In this essay, normativism for me is a model of identity built on an ideological imperative: to be Ukrainian means to meet a certain established moral standard. Such identity demands loyalty, obedience and excludes inner complexity.
In contrast, the positivist model — in a broad philosophical sense — is a way of viewing culture through facts and lived experience. A positive identity emerges when a nation relies not on propaganda, but on historical reality and its own moral achievements (such as reconciliation with Poland). It is grounded in what already exists and calls not for erasure, but for reflection.
THE CURRENT SITUATION
Since 2022, all of Ukraine has entered a new phase of deep conflict with Russia. Missiles have reached even the most western regions. Active warfare in the east has pushed millions of refugees into the west. As a result, there is no region in Ukraine untouched by Russian attacks or lacking in displaced people from the eastern oblasts. Informationally and emotionally, Ukrainians across the country have been equally subjected to the fear and danger coming from Russia.
Out of this trauma emerged a belief: “We will never again have a good relationship with Russia.” A new kind of identity has formed: “Everything Russian is evil — the opposite of us.”
And yet it’s quite likely that, over time, today’s conflict could follow the Polish scenario of reconciliation. But how will the restoration of economic and cultural relations with Russia — after the war — be perceived through the lens of Ukrainian identity? One that has already absorbed the narrative that all things Russian are the enemy? Will this truly help unite Ukrainians within a positivist model — one that acknowledges that Ukrainians are millions of people with diverse histories and origins?
Can millions of people say something good about their childhoods, if those childhoods took place in Soviet schools and in the Russian language? Or is that right reserved only for the few who stood out from the system and spoke Ukrainian at the time? Can millions of citizens be proud of their grandparents who served in the Red Army during World War II? Or is pride reserved only for those whose grandfathers fought in the Ukrainian Insurgent Army against the USSR?
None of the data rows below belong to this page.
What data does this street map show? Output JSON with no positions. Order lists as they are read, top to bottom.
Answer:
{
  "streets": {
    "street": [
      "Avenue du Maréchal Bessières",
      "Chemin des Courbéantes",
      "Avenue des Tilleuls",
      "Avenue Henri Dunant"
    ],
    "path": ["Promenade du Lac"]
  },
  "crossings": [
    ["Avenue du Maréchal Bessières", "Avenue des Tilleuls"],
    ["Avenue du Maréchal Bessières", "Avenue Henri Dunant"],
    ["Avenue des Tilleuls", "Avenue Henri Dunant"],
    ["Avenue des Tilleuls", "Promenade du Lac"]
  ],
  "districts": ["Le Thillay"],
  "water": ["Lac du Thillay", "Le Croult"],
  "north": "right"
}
Can Identity Be Built on the Trauma of War?
The trauma of war offers only the normativist model, where a person must break themselves to match the broken standard of the collective. Otherwise, they risk becoming a “white crow” — an outcast — perceived as a traitor in wartime. This plays out most personally in the rejection of one’s native Russian language, or the church where one was baptized, simply because that church belongs to the largest religious institution in Ukraine — one that historically has links to Russia.
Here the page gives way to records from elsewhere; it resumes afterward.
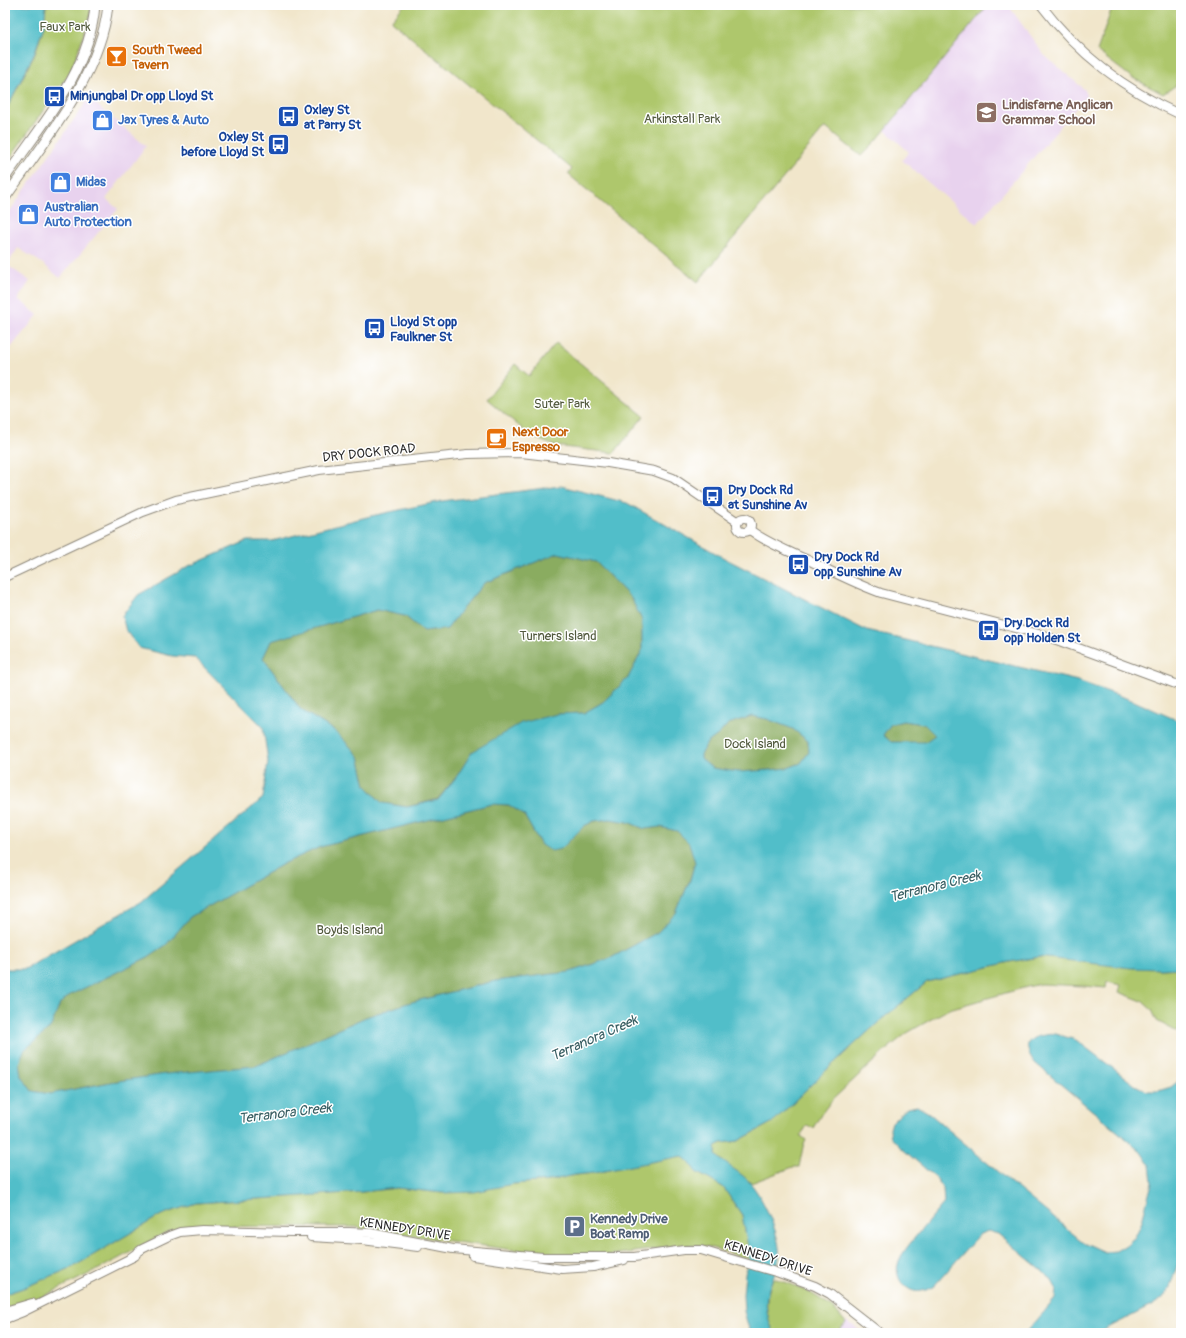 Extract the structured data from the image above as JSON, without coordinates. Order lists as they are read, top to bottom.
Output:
{
  "streets": {
    "street": ["DRY DOCK ROAD", "KENNEDY DRIVE"]
  },
  "water": ["Terranora Creek"],
  "parks": [
    "Faux Park",
    "Arkinstall Park",
    "Suter Park",
    "Turners Island",
    "Dock Island",
    "Boyds Island"
  ],
  "places": {
    "bar": ["South Tweed Tavern"],
    "bus stop": [
      "Minjungbal Dr opp Lloyd St",
      "Oxley St at Parry St",
      "Oxley St before Lloyd St",
      "Lloyd St opp Faulkner St",
      "Dry Dock Rd at Sunshine Av",
      "Dry Dock Rd opp Sunshine Av",
      "Dry Dock Rd opp Holden St"
    ],
    "school or university": ["Lindisfarne Anglican Grammar School"],
    "shop": ["Jax Tyres & Auto", "Midas", "Australian Auto Protection"],
    "cafe": ["Next Door Espresso"],
    "parking": ["Kennedy Drive Boat Ramp"]
  }
}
In the end, what we have is not identity, but an anxious shell — a set of expectations that suppress the true “I” for the sake of conformity. This state of being makes society appear unified from the outside, but internally fragmented. People lose the ability to speak honestly about themselves. They fear being themselves. They fear the memory of the culture that shaped them. Creativity disappears — potential dies out.
This is not the unification of a nation — it is its mummification in fear.
How Can We Reinterpret the Past and Enter a Positivist Identity?
The positivist model, by contrast, starts with the principle: “Do not be a hostage of trauma,” with ideas like: “Don’t build a nation on fear” and “Don’o’t break yourself because of the image of an enemy.”
In the end, what we have is not identity, but an anxious shell — a set of expectations that suppress the true ‘I’ for the sake of conformity.
Ukrainians must cast the enemy out of themselves — so that fighting the enemy is no longer the foundation of identity. They must examine which values are most emotionally tied to the struggle against all things Russian. Only then can we develop a mindset of creation — one that will prove more effective even in war, including against Russian aggression.
And Ukrainian civil society must, having adopted the positivist model, remain tolerant of the fact that we are all different. Every region of Ukraine has its own history and its own culture — including linguistic and ethnic. And if Ukraine truly wants to be a European society, it must remember the core principle of Europe: “Unity in diversity.”